Marseille : trois dockers condamnés pour un vaste trafic de cigarettes de contrebande
Trois dockers marseillais ont été condamnés ce mardi par le tribunal correctionnel de Marseille pour leur participation active à un vaste réseau de trafic de cigarettes de contrebande. Les peines prononcées varient de dix mois de prison avec sursis à deux ans d'emprisonnement, dont six mois avec sursis probatoire. Cette affaire met en lumière la porosité des contrôles au sein du Grand Port Maritime de Marseille.
Une organisation structurée et professionnalisée
Le trafic s'organisait principalement via des ferries en provenance de Tunisie, avec environ vingt-neuf importations recensées entre août 2024 et janvier 2025. Les douanes estiment que près de 14.000 cartouches de cigarettes ont ainsi été introduites illégalement sur le territoire français.

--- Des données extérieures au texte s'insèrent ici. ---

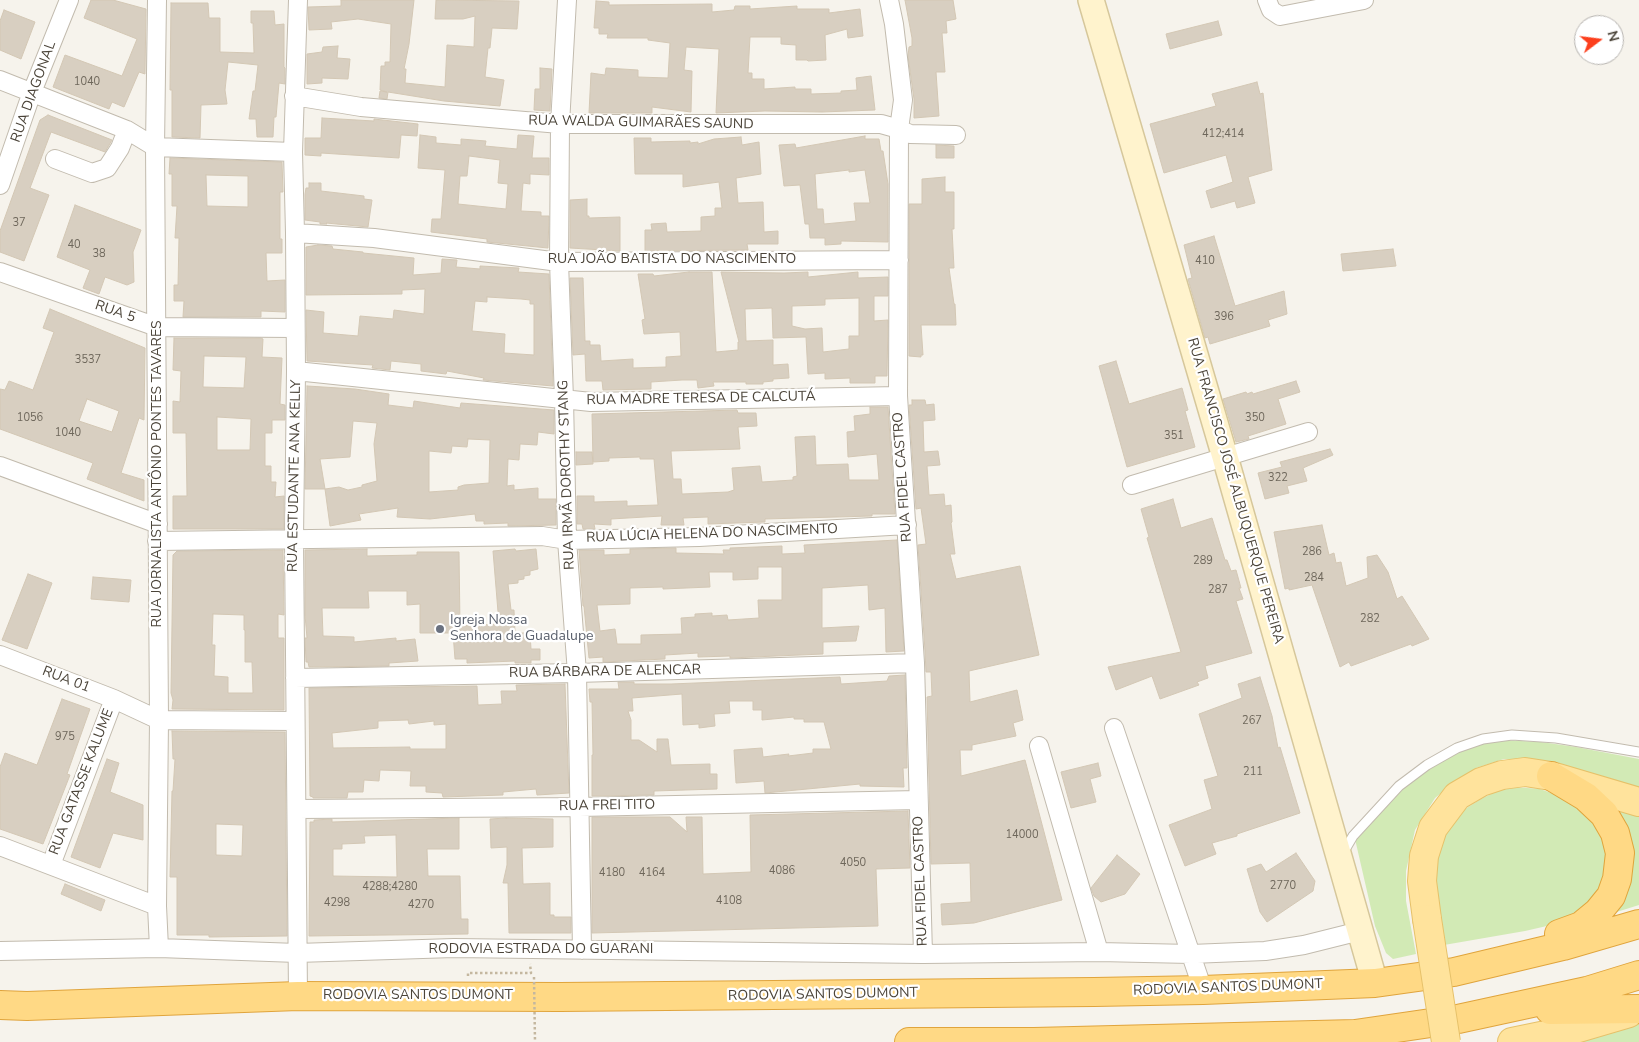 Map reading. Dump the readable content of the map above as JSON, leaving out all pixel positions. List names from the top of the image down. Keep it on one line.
{"streets":{"highway":["RODOVIA SANTOS DUMONT"],"main road":["RUA FRANCISCO JOSÉ ALBUQUERQUE PEREIRA"],"street":["RUA DIAGONAL","RUA WALDA GUIMARÃES SAUND","RUA JOÃO BATISTA DO NASCIMENTO","RUA 5","RUA MADRE TERESA DE CALCUTÁ","RUA JORNALISTA ANTÔNIO PONTES TAVARES","RUA IRMÃ DOROTHY STANG","RUA ESTUDANTE ANA KELLY","RUA FIDEL CASTRO","RUA LÚCIA HELENA DO NASCIMENTO","RUA BÁRBARA DE ALENCAR","RUA 01","RUA GATASSE KALUME","RUA FREI TITO","RODOVIA ESTRADA DO GUARANI"]},"crossings":[["RUA WALDA GUIMARÃES SAUND","RUA IRMÃ DOROTHY STANG"],["RUA WALDA GUIMARÃES SAUND","RUA ESTUDANTE ANA KELLY"],["RUA WALDA GUIMARÃES SAUND","RUA FIDEL CASTRO"],["RUA JOÃO BATISTA DO NASCIMENTO","RUA IRMÃ DOROTHY STANG"],["RUA JOÃO BATISTA DO NASCIMENTO","RUA ESTUDANTE ANA KELLY"],["RUA JOÃO BATISTA DO NASCIMENTO","RUA FIDEL CASTRO"],["RUA 5","RUA JORNALISTA ANTÔNIO PONTES TAVARES"],["RUA 5","RUA ESTUDANTE ANA KELLY"],["RUA MADRE TERESA DE CALCUTÁ","RUA IRMÃ DOROTHY STANG"],["RUA MADRE TERESA DE CALCUTÁ","RUA ESTUDANTE ANA KELLY"],["RUA MADRE TERESA DE CALCUTÁ","RUA FIDEL CASTRO"],["RUA JORNALISTA ANTÔNIO PONTES TAVARES","RUA LÚCIA HELENA DO NASCIMENTO"],["RUA JORNALISTA ANTÔNIO PONTES TAVARES","RUA 01"],["RUA JORNALISTA ANTÔNIO PONTES TAVARES","RODOVIA ESTRADA DO GUARANI"],["RUA IRMÃ DOROTHY STANG","RUA LÚCIA HELENA DO NASCIMENTO"],["RUA IRMÃ DOROTHY STANG","RUA BÁRBARA DE ALENCAR"],["RUA IRMÃ DOROTHY STANG","RUA FREI TITO"],["RUA IRMÃ DOROTHY STANG","RODOVIA ESTRADA DO GUARANI"],["RUA ESTUDANTE ANA KELLY","RUA LÚCIA HELENA DO NASCIMENTO"],["RUA ESTUDANTE ANA KELLY","RUA BÁRBARA DE ALENCAR"],["RUA ESTUDANTE ANA KELLY","RUA FREI TITO"],["RUA ESTUDANTE ANA KELLY","RODOVIA ESTRADA DO GUARANI"],["RUA ESTUDANTE ANA KELLY","RODOVIA SANTOS DUMONT"],["RUA FIDEL CASTRO","RUA LÚCIA HELENA DO NASCIMENTO"],["RUA FIDEL CASTRO","RUA BÁRBARA DE ALENCAR"],["RUA FIDEL CASTRO","RUA FREI TITO"],["RUA FIDEL CASTRO","RODOVIA ESTRADA DO GUARANI"],["RUA FRANCISCO JOSÉ ALBUQUERQUE PEREIRA","RODOVIA ESTRADA DO GUARANI"],["RUA FRANCISCO JOSÉ ALBUQUERQUE PEREIRA","RODOVIA SANTOS DUMONT"],["RUA 01","RUA GATASSE KALUME"]],"places":["Igreja Nossa Senhora de Guadalupe"],"house_numbers":["1040","412;414","37","40","38","410","396","3537","1056","350","1040","351","322","286","289","284","287","282","267","975","211","14000","4050","4086","4180","4164","2770","4288;4280","4108","4298","4270"],"north":"right"} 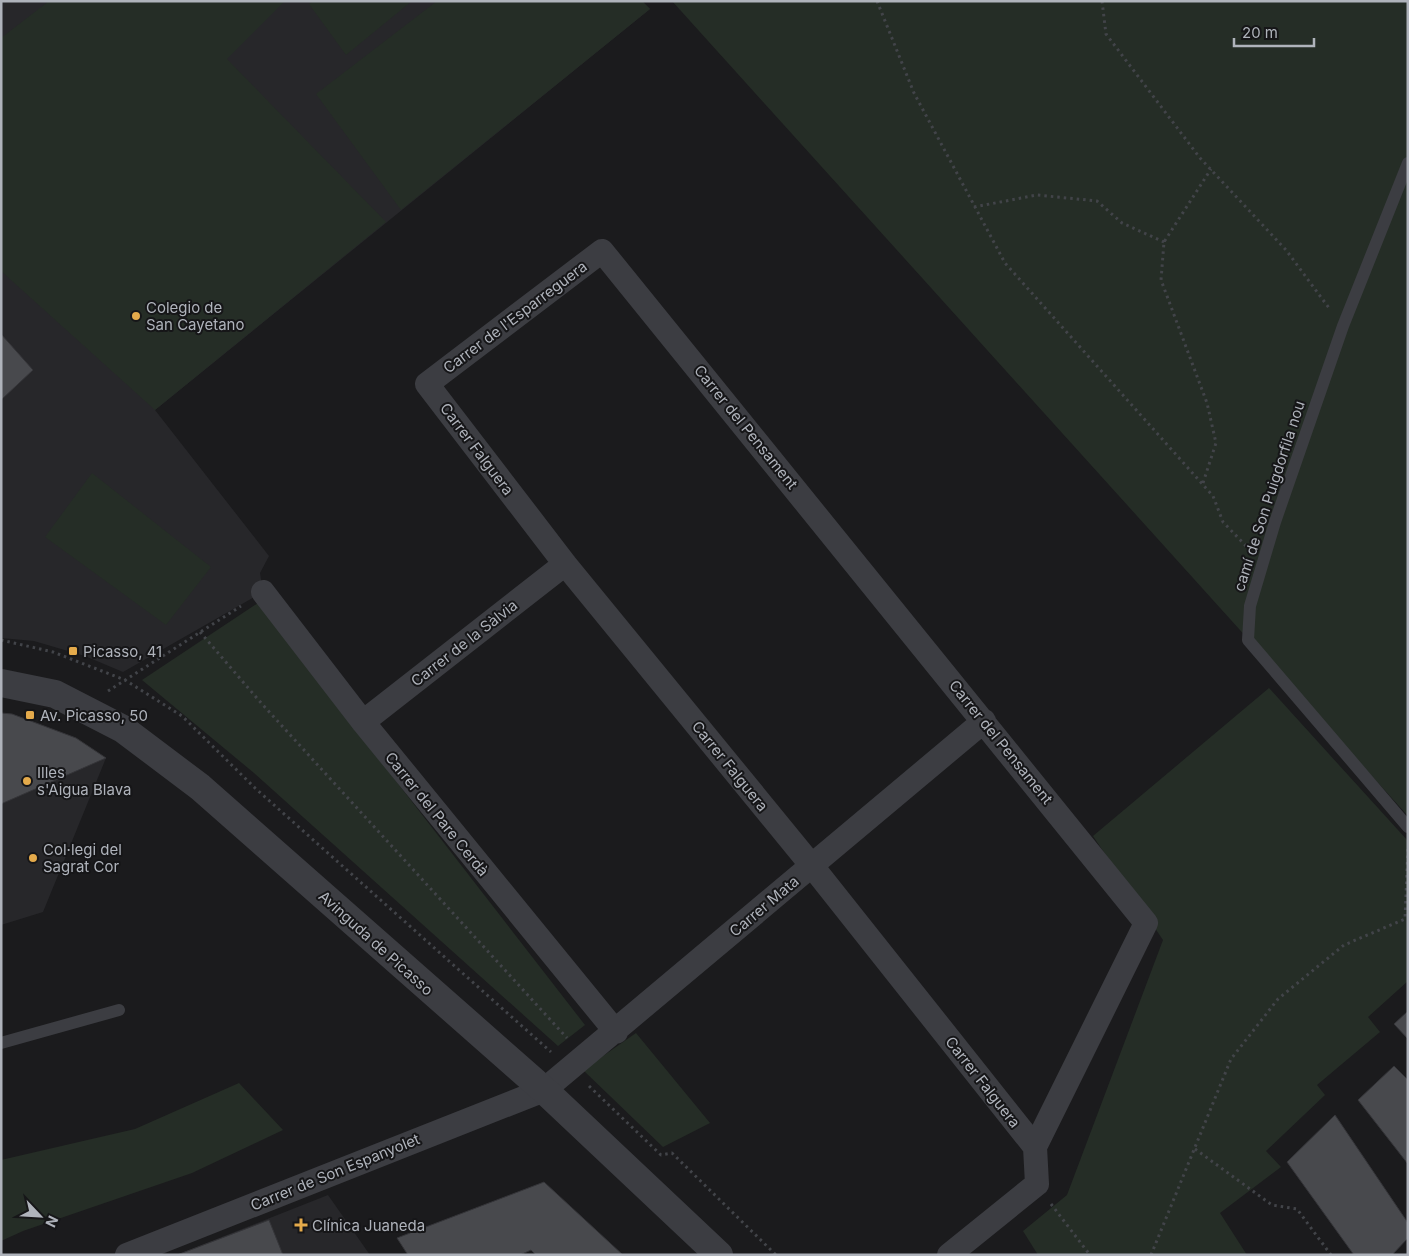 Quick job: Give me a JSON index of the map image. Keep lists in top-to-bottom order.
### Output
{
  "streets": {
    "street": [
      "Carrer de l'Esparreguera",
      "Carrer del Pensament",
      "Carrer Falguera",
      "Carrer de la Sàlvia",
      "Carrer del Pare Cerdà",
      "Carrer Mata",
      "Avinguda de Picasso",
      "Carrer de Son Espanyolet"
    ],
    "lane": ["camí de Son Puigdorfila nou"]
  },
  "crossings": [
    ["Carrer de l'Esparreguera", "Carrer del Pensament"],
    ["Carrer de l'Esparreguera", "Carrer Falguera"],
    ["Carrer del Pensament", "Carrer Falguera"],
    ["Carrer del Pensament", "Carrer Mata"],
    ["Carrer Falguera", "Carrer de la Sàlvia"],
    ["Carrer Falguera", "Carrer Mata"],
    ["Carrer de la Sàlvia", "Carrer del Pare Cerdà"],
    ["Carrer del Pare Cerdà", "Carrer Mata"],
    ["Carrer Mata", "Avinguda de Picasso"],
    ["Carrer Mata", "Carrer de Son Espanyolet"],
    ["Avinguda de Picasso", "Carrer de Son Espanyolet"]
  ],
  "places": {
    "other": ["Colegio de San Cayetano", "Illes s'Aigua Blava", "Col·legi del Sagrat Cor"],
    "transit": ["Picasso, 41", "Av. Picasso, 50"],
    "health": ["Clínica Juaneda"]
  },
  "scale_bar": "20 m",
  "north": "bottom right"
} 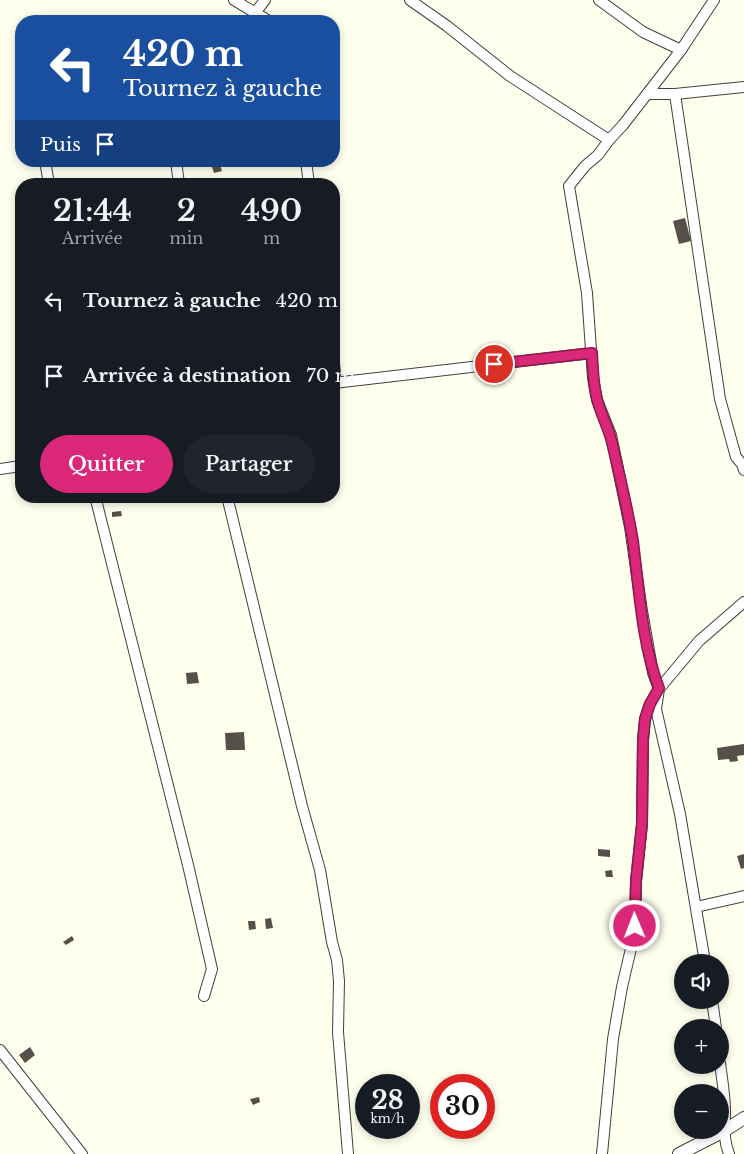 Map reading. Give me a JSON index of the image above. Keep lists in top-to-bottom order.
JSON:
{
  "page": {
    "turn": ["420 m", "Tournez à gauche"],
    "then": "Puis",
    "eta": [
      "21:44",
      "Arrivée",
      "2",
      "min",
      "490",
      "m"
    ],
    "list": [
      {
        "name": "Tournez à gauche",
        "value": "420 m"
      },
      {
        "name": "Arrivée à destination",
        "value": "70 m"
      }
    ],
    "buttons": ["Quitter", "Partager"],
    "map_buttons": ["+", "−"],
    "speed": "28 km/h",
    "limit": "30"
  }
}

La procureure a particulièrement déploré la professionnalisation de ce trafic, soulignant que les réseaux adoptent désormais des schémas similaires à ceux du trafic de stupéfiants.
Ces faits graves ont été commis dans l'exercice de vos fonctions dans une zone où vous n'aviez pas accès, avec des contrôles franchis grâce à des complicités, a expliqué la présidente du tribunal, Azanie Julien-Rama, lors de l'audience. Elle a également pointé du doigt la porosité du port, démontrée tout au long de cette enquête.
Les commanditaires et organisateurs sévèrement sanctionnés
Deux individus ont été identifiés comme les principaux commanditaires et organisateurs de ce trafic :
- Un ouvrier tunisien, condamné à trois ans de prison avec mandat d'arrêt
- Le gérant d'une alimentation d'Aubagne, près de Marseille, maintenu en détention
Le tribunal a établi que le gérant était celui qui donne des instructions aux dockers et les rémunère. Notons que ce dernier avait déjà été condamné en 2020 à six ans de prison pour importation de stupéfiants, démontrant une récidive dans les activités illicites.
Les conséquences financières et professionnelles
Outre les peines d'emprisonnement, le tribunal a pris des mesures particulièrement sévères à l'encontre des trois dockers :
- Interdiction de paraître sur le Grand Port Maritime de Marseille pour une durée d'un à trois ans
- Exécution provisoire immédiate de cette mesure, mettant fin à leur activité professionnelle
- Condamnation solidaire des six prévenus à payer plus d'1,5 million d'euros au titre des droits de douane fraudés
La fraude fiscale globale est estimée à environ 400 millions d'euros de recettes non perçues par l'État, un manque à gagner considérable qui explique la sévérité des sanctions.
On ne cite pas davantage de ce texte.